For nearly a decade, I’ve been fortunate enough to cover the football and basketball programs for the University of Kentucky in some form or fashion. Whether writing for blogs or working with ESPN Louisville as co-host of the post-game show, I’ve gotten to know people around the program I grew up supporting, and other individuals in the media doing the same. I’ve made some terrific friendships and cultivated quite a few relationships that provide me with “inside information” about the teams.

As an avid sports bettor, that information has sometimes put me into some difficult personal situations. There have been times when I’ve been alerted to player news that wasn’t public, such as a player dealing with an injury or suspension. It’s often been told to me off-the-record, and I’ve never put that information out publicly or given it to others.

I wish I could also say I’ve never placed a wager based on that information, but that would be a lie. While it’s been a long time since I’ve done so, I’ve ventured into that ethical gray area of betting on a team that I’m covering. I’ve long felt uncomfortable doing so, and I’d say it’s been a few years since I last did it.

At least I know I’m not alone. On his latest episode of The Joe Rogan Experience, Rogan told guest Bert Kreischer that earlier in his UFC broadcasting career he regularly bet on fights. He claims to have won nearly 85% of the time (which I highly doubt but that’s another discussion for another time), either via bets he made or ones he gave to a business partner to place on his behalf.

From his comments, Rogan doesn’t seem to have been using sensitive information to gain an edge with the books, but he also didn’t state that he didn’t. He indicates that much of his success stemmed from knowing quite a bit more about fighters coming from overseas, and he said he “knew who they were and I would gamble on them.”

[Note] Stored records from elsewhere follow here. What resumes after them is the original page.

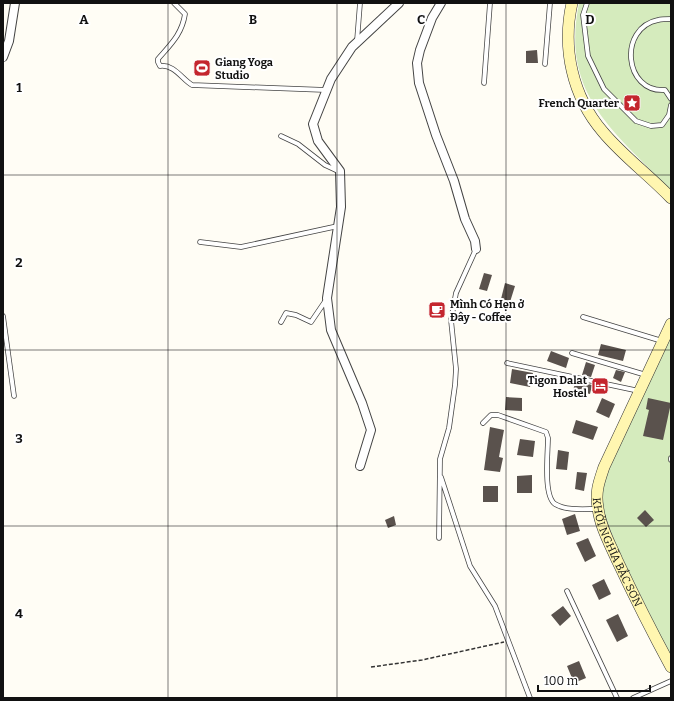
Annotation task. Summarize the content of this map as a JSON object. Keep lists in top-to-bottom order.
{
  "streets": {
    "street": ["KHỞI NGHĨA BẮC SƠN"]
  },
  "places": {
    "sports": ["Giang Yoga Studio"],
    "place": ["French Quarter"],
    "cafe": ["Mình Có Hẹn ở Đây - Coffee"],
    "hotel": ["Tigon Dalat Hostel"]
  },
  "scale_bar": "100 m",
  "grid": {
    "columns": [
      "A",
      "B",
      "C",
      "D"
    ],
    "rows": [
      "1",
      "2",
      "3",
      "4"
    ]
  }
}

But Rogan undoubtedly has long been in a position where he knows which fighters might be dealing with a slight injury, or who are struggling in camp with a specific fighting style. It’s unavoidable for someone whose job puts him into contact with individuals who tell him things off-the-record and divulge details without perhaps even realizing it.

But let’s say Rogan did get that information, and did use it, and was still doing so today. The fact is…there’s nothing illegal about it, not in the United States at least. While it’s against the rules of some entities — the NFL, for example, has stated they could suspend or ban for life individuals who use inside information or provide it to others — it’s not against any established legal doctrine. Unlike playing the stock market, insider betting is not regulated by any central body or by the government.

However, Rogan’s admission raises a question as to just how ethical it is to place bets with insider information, and whether it should be legal or not. Many of the after-the-fact actions that have been taken in the realm of legalized sports betting in this country, or those being discussed currently (such as advertising limitations), fall in line with changes made in Great Britain following their legalization.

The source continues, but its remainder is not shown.